What draws you to the verse-novel/prose style? Is it a style you always knew you’d write in?

Sonnets came from boredom with blogging, which came from boredom with journaling, which came from adolescent loneliness. At least, those were the active ingredients. A longer explanatory post is forthcoming.

In short, I shifted my writing style because I wanted to give gifts: I tried to connect with new friends by writing up little odes to evenings out with them. The sonnet seemed playful, as a year or so prior I’d read The Golden Gate by Vikram Seth. Rhyming was fun. Fourteen lines felt self-contained and cutesy, so I wouldn’t fall into maudlin ramblings. A nice evening out with new potential friends led to a reflective emailed thank you poem with a shout-out to each person.

I didn’t get much of a positive response. That was fair, because my first fifty or so sonnets were pretty bad.

Let’s also not assume I ever thought I would write a novel. I’m still not fully convinced I have. But I did write something intricate, and relevant, and timely. With dope rhymes. And a playlist. Once Stella existed in the world I didn’t feel complete until I figured out where she and Abu ended up.

What has been the most challenging part about the writing process so far?

My editor, Katherine Knotts of Red Press, is exceptional. Without her, the book would not exist. She is also the most challenging part of the writing process. She herself is not challenging. Her eye, however, is keen, and she doesn’t get duped by fun wordplay at the expense of clarity moving the story forward. She took a cleaver to the fat I left on the first draft. I think there were 1,174 comments in the document.

Editing a verse-novel is flat-out harder than editing a prose novel. You can’t just add sections. Or even words. You can’t switch word order. You can’t add certain words in certain places, even if they are the precise right words in the precise right places. Because every change in a sonnet affects its overall structure. I’ve fourteen lines, each ten syllables, every one in iambic meter, with a three-quatrain alternating rhyme scheme and a rhyming resolving couplet. Without that, it’s not a sonnet. It’s a free-verse-novel. And I can’t handle that much freedom.

I had to edit within this uncompromising structure. Such small things as noting which character was speaking in a group had consequences on the rest of the words I could use to fill out that line, and the linked rhymes, and thus the entire verse. Eight hundred and two times, by final count.

Its rigidity also provides its thrill. Getting each verse authentically tight feels electric. Partly, I think, because it feels so impossible at the outset. But every tiny step in the doing brings it closer to possibility, until it’s sitting there on the digipage before my eyes. That wonder never got old.

What writers do you look to for inspiration?

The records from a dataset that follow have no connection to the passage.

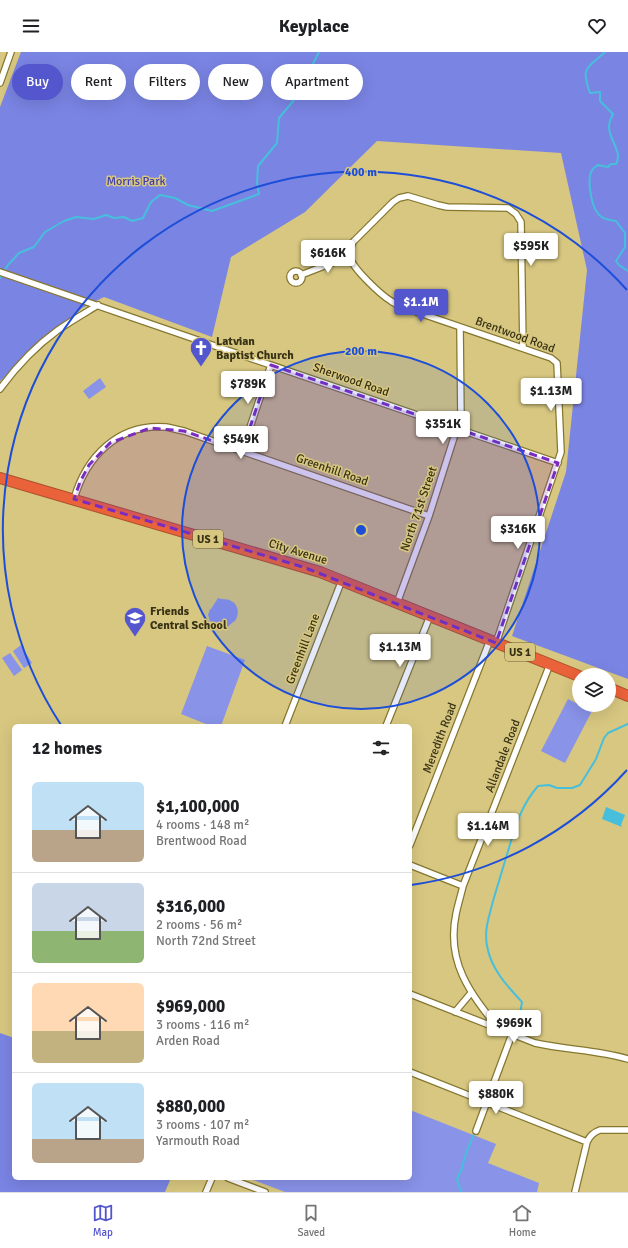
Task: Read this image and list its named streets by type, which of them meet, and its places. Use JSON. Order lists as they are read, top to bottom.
{
  "streets": {
    "highway": ["US 1", "City Avenue"],
    "street": [
      "Brentwood Road",
      "Sherwood Road",
      "Greenhill Road",
      "North 71st Street",
      "Greenhill Lane",
      "Meredith Road",
      "Allandale Road"
    ]
  },
  "crossings": [
    ["Brentwood Road", "North 71st Street"],
    ["Brentwood Road", "Meredith Road"],
    ["Sherwood Road", "North 71st Street"],
    ["Sherwood Road", "Meredith Road"],
    ["Greenhill Road", "North 71st Street"],
    ["Greenhill Road", "City Avenue"],
    ["North 71st Street", "City Avenue"],
    ["City Avenue", "Greenhill Lane"],
    ["City Avenue", "Meredith Road"],
    ["City Avenue", "Allandale Road"]
  ],
  "parks": ["Morris Park"],
  "places": {
    "church": ["Latvian Baptist Church"],
    "school or university": ["Friends Central School"]
  },
  "page": {
    "header": "Keyplace",
    "chip": [
      "Buy",
      "Rent",
      "Filters",
      "New",
      "Apartment"
    ],
    "price": [
      "$595K",
      "$616K",
      "$1.1M",
      "$789K",
      "$1.13M",
      "$351K",
      "$549K",
      "$316K",
      "$1.13M",
      "$1.14M",
      "$969K",
      "$880K"
    ],
    "heading": "12 homes",
    "list": [
      {
        "name": "$1,100,000",
        "note": "4 rooms · 148 m² · Brentwood Road"
      },
      {
        "name": "$316,000",
        "note": "2 rooms · 56 m² · North 72nd Street"
      },
      {
        "name": "$969,000",
        "note": "3 rooms · 116 m² · Arden Road"
      },
      {
        "name": "$880,000",
        "note": "3 rooms · 107 m² · Yarmouth Road"
      }
    ],
    "tabs": ["Map", "Saved", "Home"]
  },
  "rings": ["400 m", "200 m"]
}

The Golden Gate will always be the inspiration that birthed this, in a weird tryst with Revenge of the Baby-sat (Calvin and Hobbes, by Bill Watterson) and anything Seussian that’s ever been read to me.

More contemporarily, I read science fiction as quickly as I eat cinnamon toast crunch. I cherish the thought put into answering the question, what would humanity be like in a world where we changed these laws of the universe? That’s what good science fiction is: a tweaking of the basic parameters in life, played out as dramatic brain food. What if belief itself exerted physical power? Ninefox Gambit, Yoon Ha Lee. What if climate change had an intergalactic analog? The Collapsing Empire, John Scalzi. What if consciousness was shared across bodies? Ancillary Mercy, Ann Leckie. What if two places and peoples coexisted in the same physical space, separated only by their deliberate blindness to each another? The City & The City, China Miéville. That’s a sample of the last few months.

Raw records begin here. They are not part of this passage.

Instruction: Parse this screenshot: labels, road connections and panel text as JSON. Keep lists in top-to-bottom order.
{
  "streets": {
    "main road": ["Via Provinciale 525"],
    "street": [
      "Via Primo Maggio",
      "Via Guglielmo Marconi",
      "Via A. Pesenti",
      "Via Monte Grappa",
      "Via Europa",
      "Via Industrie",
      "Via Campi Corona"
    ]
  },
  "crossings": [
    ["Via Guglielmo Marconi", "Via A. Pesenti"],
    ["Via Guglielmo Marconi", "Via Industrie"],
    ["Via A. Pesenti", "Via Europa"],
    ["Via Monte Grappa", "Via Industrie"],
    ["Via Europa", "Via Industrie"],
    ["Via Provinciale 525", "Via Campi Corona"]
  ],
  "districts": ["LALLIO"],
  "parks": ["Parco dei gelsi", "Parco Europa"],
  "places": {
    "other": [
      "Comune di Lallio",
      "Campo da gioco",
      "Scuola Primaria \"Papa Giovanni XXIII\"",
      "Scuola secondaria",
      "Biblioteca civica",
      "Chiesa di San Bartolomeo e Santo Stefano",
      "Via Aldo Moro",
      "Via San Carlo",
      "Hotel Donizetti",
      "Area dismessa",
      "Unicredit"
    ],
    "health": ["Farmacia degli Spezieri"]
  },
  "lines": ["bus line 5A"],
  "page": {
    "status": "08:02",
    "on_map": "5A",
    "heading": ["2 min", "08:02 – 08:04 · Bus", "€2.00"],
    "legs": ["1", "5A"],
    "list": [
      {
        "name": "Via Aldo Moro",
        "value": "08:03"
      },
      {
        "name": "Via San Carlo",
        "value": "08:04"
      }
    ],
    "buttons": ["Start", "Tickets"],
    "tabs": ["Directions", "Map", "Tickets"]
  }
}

Beyond these what-if concepts I get from sci-fi, I’ve been trying to pick up inspiration from extraordinary sentences. I was blown away by Donna Tartt’s The Goldfinch. The textures she painted in my mind were even richer in hue and detail than their vocabulary. White Noise by Don DeLillo had the same effect on me, almost tiring out my highlighting hand. Neil Gaiman’s Anansi Boys is also in the runnings here, with the periodic parsimonious description so accurate as to make it feel criminal to add words.

If you listen to the playlist you’ll clearly see inspiration from Lupe Fiasco and the wider hip-hop canon. I’ve limited what’s above to recent fiction.

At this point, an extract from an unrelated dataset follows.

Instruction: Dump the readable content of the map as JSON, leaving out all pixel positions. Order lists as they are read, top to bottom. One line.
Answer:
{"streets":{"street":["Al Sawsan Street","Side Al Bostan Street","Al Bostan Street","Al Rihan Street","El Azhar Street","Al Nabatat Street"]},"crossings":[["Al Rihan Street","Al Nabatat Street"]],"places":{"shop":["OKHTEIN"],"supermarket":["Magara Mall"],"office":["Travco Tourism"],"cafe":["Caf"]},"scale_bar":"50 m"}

What’s been the highlight of your writing career?

I started crying when the first test reader – formerly a fancy-pants reporter – texted me he finished the novel, it was incredible, and it didn’t confuse the living daylights out of him. I didn’t see that coming.

 Rewriting Stella brewed in my head for so long that I had no idea how a different human head would receive it. That was when it first became real to me that this might make it into print.